I love the crunchy sound that walking along a gravel path makes. It always makes me feel that I’m close to nature. Growing up in London, our local small city garden centre was always a place I’d escape to when I needed some peace and quiet. I’d pass the threshold and step into a sanctuary, breathing in the cleaner air and taking in the slower pace.

Here the inherent cycle of life would show itself. Cityscapes would subside and the seasons would awaken. It was a comforting retreat for me on those Sunday afternoons. I could remove myself from my personal stresses and regain a perspective on my life before recommencing another working week.

The garden centre existed on a modest scale, plants were arranged in aesthetic compositions perfectly staged to entice Londoners to spend some time and think up ways to transform their small city gardens and tiny balconies into relaxing havens. Customers would buy everything from a small apple tree to a beautifully cultivated deep-purple clematis perfect for climbing, it’s striking star-shaped flower weaving its way all along the trellis.

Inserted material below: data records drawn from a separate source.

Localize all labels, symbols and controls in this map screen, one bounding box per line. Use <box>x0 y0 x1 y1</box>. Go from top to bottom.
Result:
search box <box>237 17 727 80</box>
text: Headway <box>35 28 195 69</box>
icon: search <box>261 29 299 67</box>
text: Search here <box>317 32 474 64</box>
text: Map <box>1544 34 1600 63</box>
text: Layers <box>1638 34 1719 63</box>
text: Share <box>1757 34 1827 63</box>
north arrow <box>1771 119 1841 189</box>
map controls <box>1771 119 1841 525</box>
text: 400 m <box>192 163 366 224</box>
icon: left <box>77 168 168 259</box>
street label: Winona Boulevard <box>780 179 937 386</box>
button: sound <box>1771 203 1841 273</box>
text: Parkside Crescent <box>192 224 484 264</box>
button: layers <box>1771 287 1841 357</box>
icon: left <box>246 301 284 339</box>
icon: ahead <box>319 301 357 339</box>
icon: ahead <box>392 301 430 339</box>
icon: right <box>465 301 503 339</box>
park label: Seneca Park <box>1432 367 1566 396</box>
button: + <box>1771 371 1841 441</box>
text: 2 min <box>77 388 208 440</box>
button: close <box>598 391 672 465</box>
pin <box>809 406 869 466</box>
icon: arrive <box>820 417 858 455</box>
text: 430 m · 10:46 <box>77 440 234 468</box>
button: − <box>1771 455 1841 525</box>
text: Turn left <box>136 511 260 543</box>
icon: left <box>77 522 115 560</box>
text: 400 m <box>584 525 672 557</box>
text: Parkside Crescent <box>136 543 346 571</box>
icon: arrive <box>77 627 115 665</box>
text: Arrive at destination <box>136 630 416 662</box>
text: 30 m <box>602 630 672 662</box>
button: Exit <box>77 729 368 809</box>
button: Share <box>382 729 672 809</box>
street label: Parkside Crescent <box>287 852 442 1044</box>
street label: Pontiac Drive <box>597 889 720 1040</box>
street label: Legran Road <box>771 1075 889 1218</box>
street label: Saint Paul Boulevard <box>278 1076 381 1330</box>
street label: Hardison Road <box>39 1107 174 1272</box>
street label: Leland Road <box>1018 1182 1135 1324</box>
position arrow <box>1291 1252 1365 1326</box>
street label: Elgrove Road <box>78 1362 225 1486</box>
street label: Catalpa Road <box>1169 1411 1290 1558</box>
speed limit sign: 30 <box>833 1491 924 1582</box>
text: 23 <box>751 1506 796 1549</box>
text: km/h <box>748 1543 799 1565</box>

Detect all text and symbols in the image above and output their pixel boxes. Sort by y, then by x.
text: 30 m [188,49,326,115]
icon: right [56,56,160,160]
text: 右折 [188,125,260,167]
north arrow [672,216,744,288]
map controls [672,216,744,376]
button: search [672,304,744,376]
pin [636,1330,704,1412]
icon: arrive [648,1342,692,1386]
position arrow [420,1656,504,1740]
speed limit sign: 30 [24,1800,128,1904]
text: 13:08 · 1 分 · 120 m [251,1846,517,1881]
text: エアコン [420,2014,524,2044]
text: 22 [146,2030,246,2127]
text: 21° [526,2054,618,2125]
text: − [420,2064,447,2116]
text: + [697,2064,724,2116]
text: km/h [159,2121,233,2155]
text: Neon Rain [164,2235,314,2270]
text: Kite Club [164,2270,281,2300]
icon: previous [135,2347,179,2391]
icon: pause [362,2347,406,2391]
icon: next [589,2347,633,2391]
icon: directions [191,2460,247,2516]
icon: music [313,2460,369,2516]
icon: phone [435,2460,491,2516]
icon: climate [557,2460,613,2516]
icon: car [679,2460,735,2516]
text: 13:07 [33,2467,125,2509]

Delicate looking winter crocuses and snowdrops were the first to appear, hardy enough to grow through layers of snow, then springtime would arrive driving away the grey winds and rain. Bright yellow daffodils would emerge, followed by splendidly tall tulips of every colour. On hot summer afternoons I’d walk by clusters of deep pink hydrangeas arranged in old stone pots, then stop and stare at rose bushes with curious sounding Latin names taking in their majestic colours and subtle fragrances.

One of the best things about moving to St Albans all those years ago was without a doubt having access to several huge garden centres. I was fascinated and delighted to see how much grander they were. It felt like gardening here existed on a different scale, as a significant part of people’s lives rather than being some discreet hobby to be fitted in on a Sunday afternoon. I discovered that absolutely every aspect of horticulture is covered in these places, from fruit trees to bedding plants, from climbers to perennials, from houseplants to succulents.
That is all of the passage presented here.